Exercise details =>
Below are records; extract exactly the lines from the one containing "Task: Transcribe the" through the last, both included, and keep the pictures out.

(Collected data)

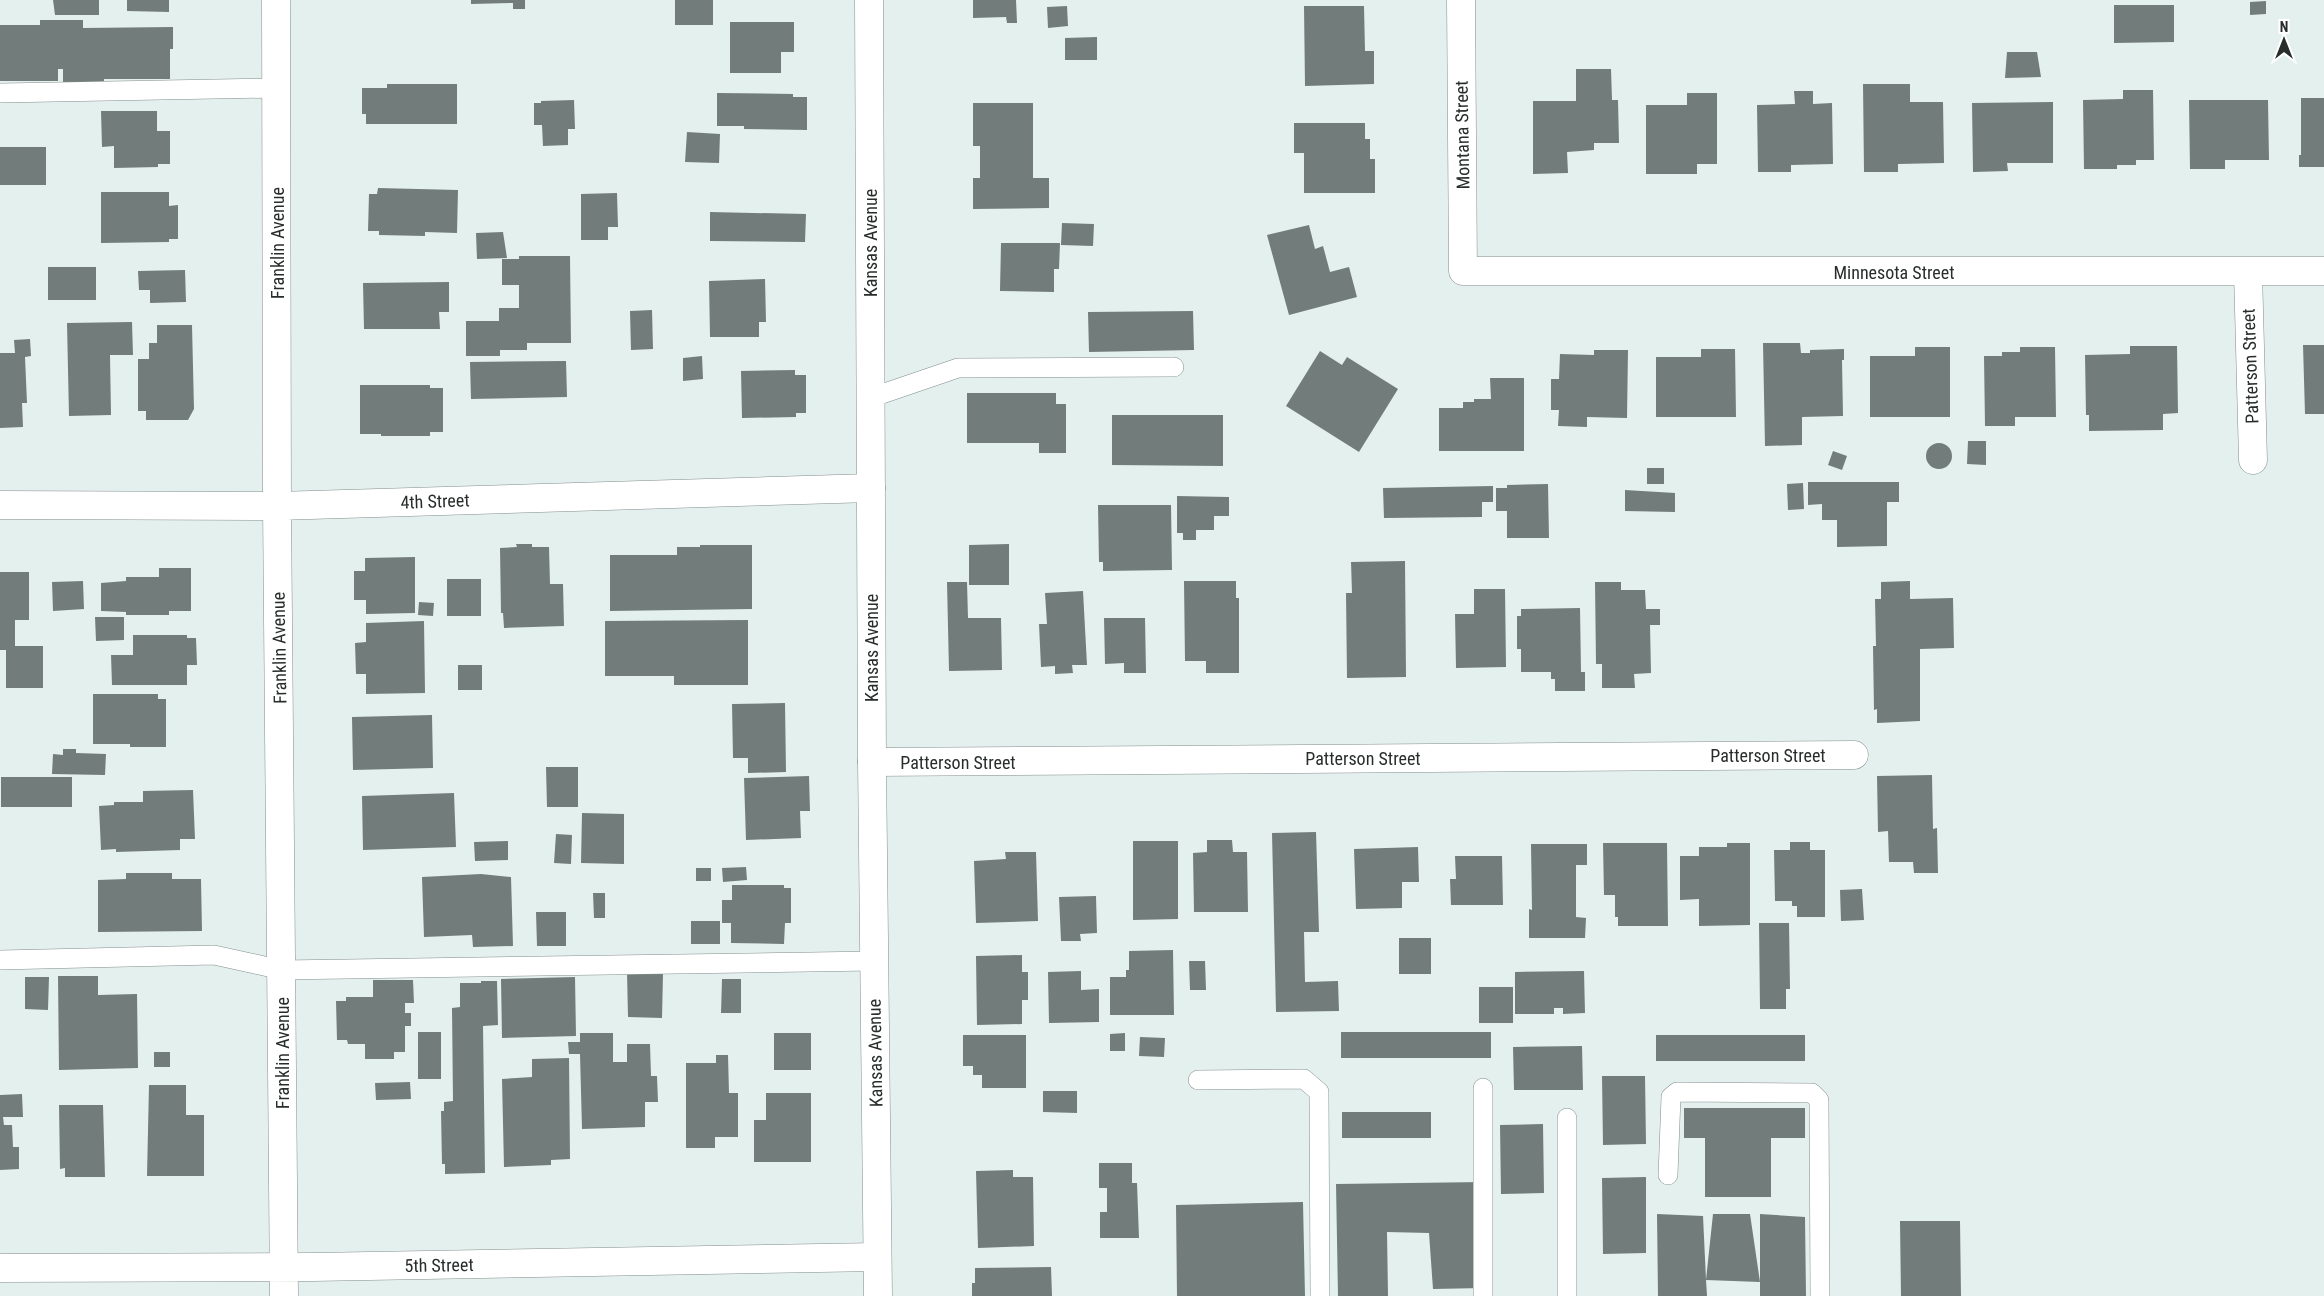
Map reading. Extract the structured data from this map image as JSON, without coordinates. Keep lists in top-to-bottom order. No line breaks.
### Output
{"streets":{"street":["Montana Street","Franklin Avenue","Kansas Avenue","Minnesota Street","Patterson Street","4th Street","5th Street"]},"crossings":[["Montana Street","Minnesota Street"],["Franklin Avenue","4th Street"],["Franklin Avenue","5th Street"],["Kansas Avenue","Patterson Street"],["Kansas Avenue","4th Street"],["Kansas Avenue","5th Street"],["Minnesota Street","Patterson Street"]],"north":"top"}
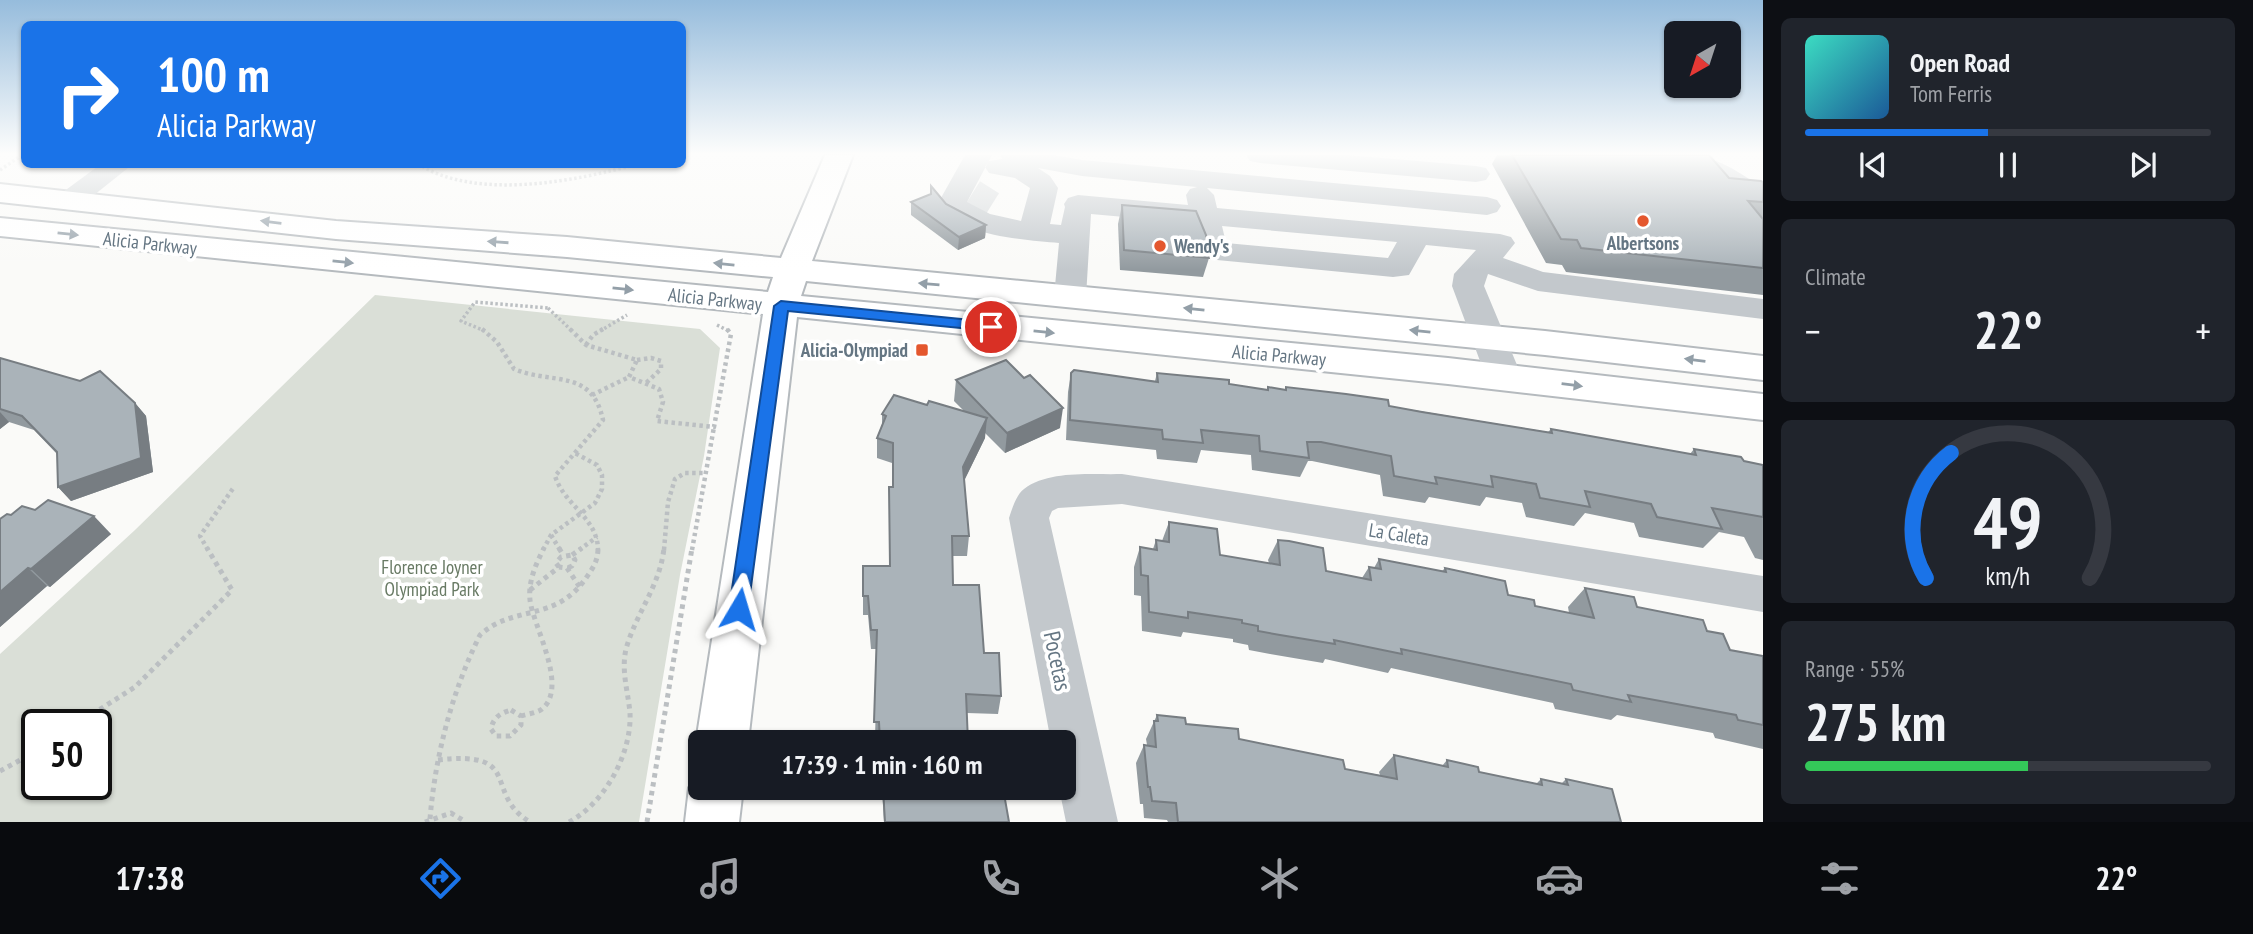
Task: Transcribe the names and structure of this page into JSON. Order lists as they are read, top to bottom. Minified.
{"streets":{"main road":["Alicia Parkway"],"street":["La Caleta","Pocetas"]},"crossings":[["La Caleta","Pocetas"]],"parks":["Florence Joyner Olympiad Park"],"places":{"other":["Albertsons","Wendy's"],"transit":["Alicia-Olympiad"]},"north":"bottom left","page":{"turn":["100 m","Alicia Parkway"],"song":["Open Road","Tom Ferris"],"tile":["Climate",["Range · 55%","275 km"]],"heat":["−","22°","+"],"limit":"50","trip":"17:39 · 1 min · 160 m","tabs":["17:38","22°"],"gauge":["49","km/h"]}}
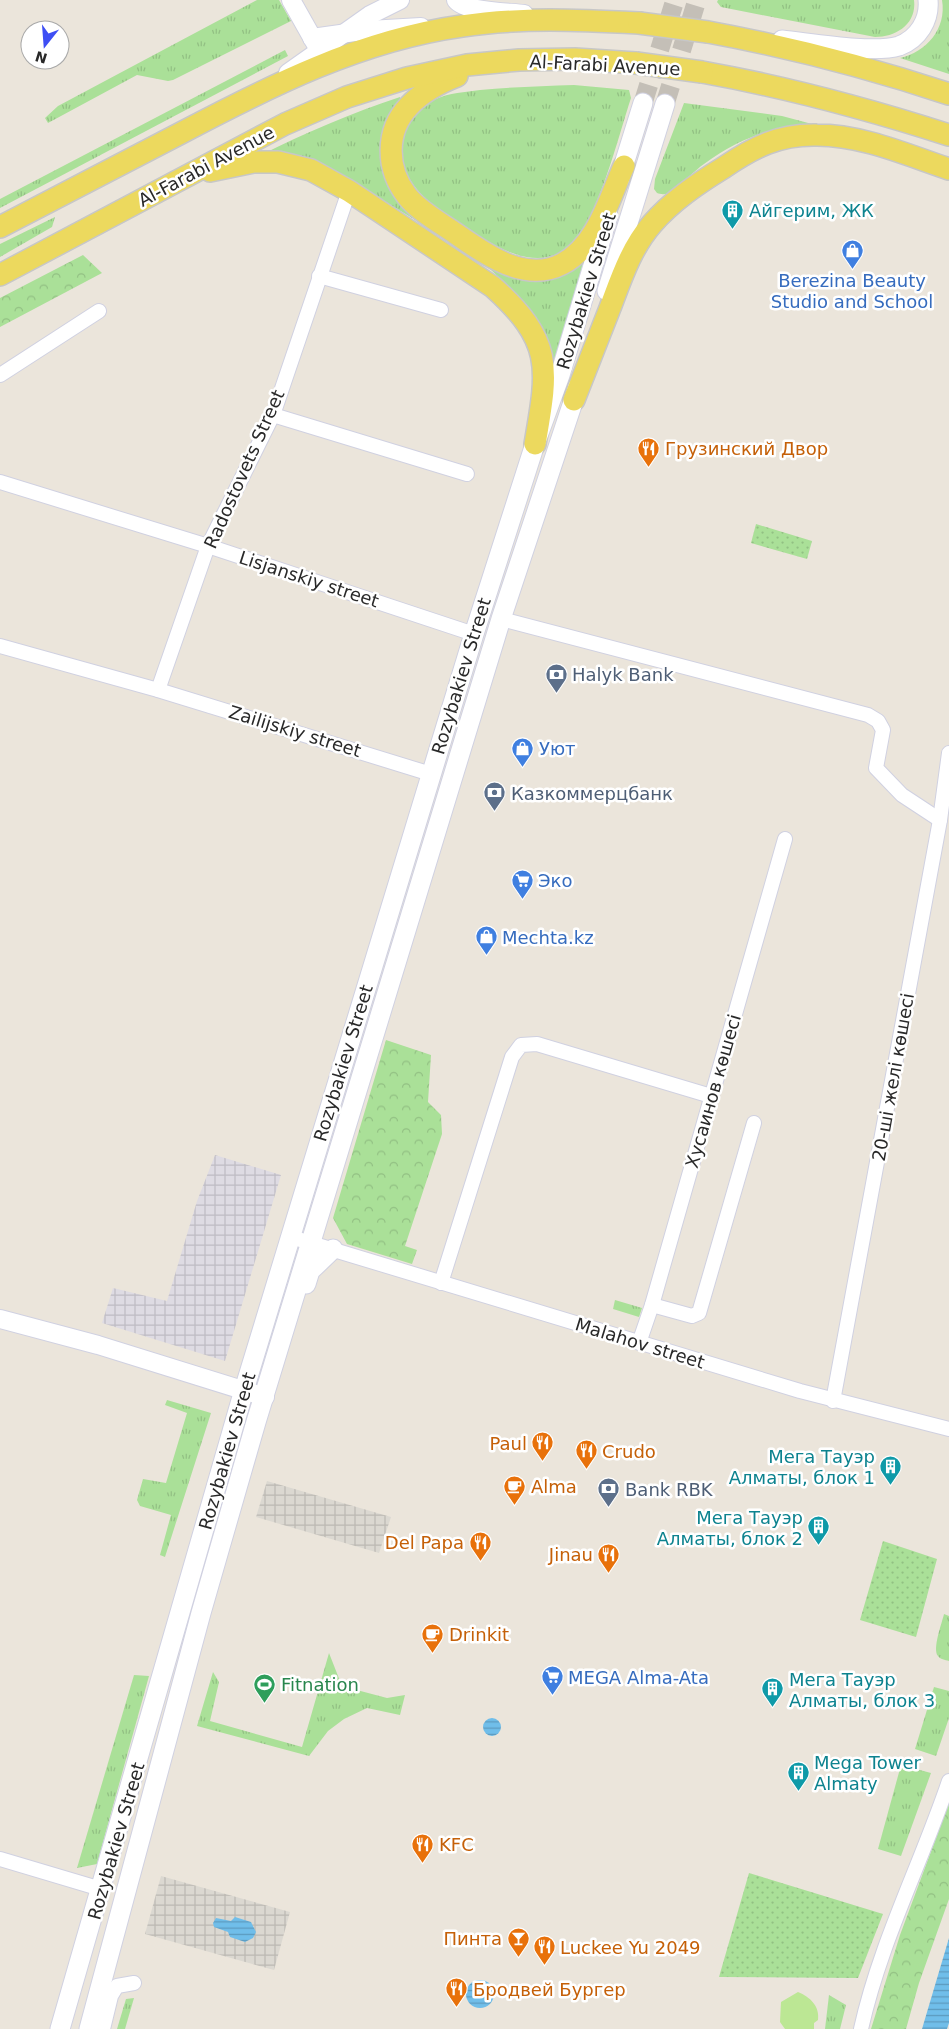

Solution to this problem =>
Task: Transcribe the names and structure of this page into JSON. Order lists as they are read, top to bottom. Minified.
{"streets":{"main road":["Alicia Parkway"],"street":["La Caleta","Pocetas"]},"crossings":[["La Caleta","Pocetas"]],"parks":["Florence Joyner Olympiad Park"],"places":{"other":["Albertsons","Wendy's"],"transit":["Alicia-Olympiad"]},"north":"bottom left","page":{"turn":["100 m","Alicia Parkway"],"song":["Open Road","Tom Ferris"],"tile":["Climate",["Range · 55%","275 km"]],"heat":["−","22°","+"],"limit":"50","trip":"17:39 · 1 min · 160 m","tabs":["17:38","22°"],"gauge":["49","km/h"]}}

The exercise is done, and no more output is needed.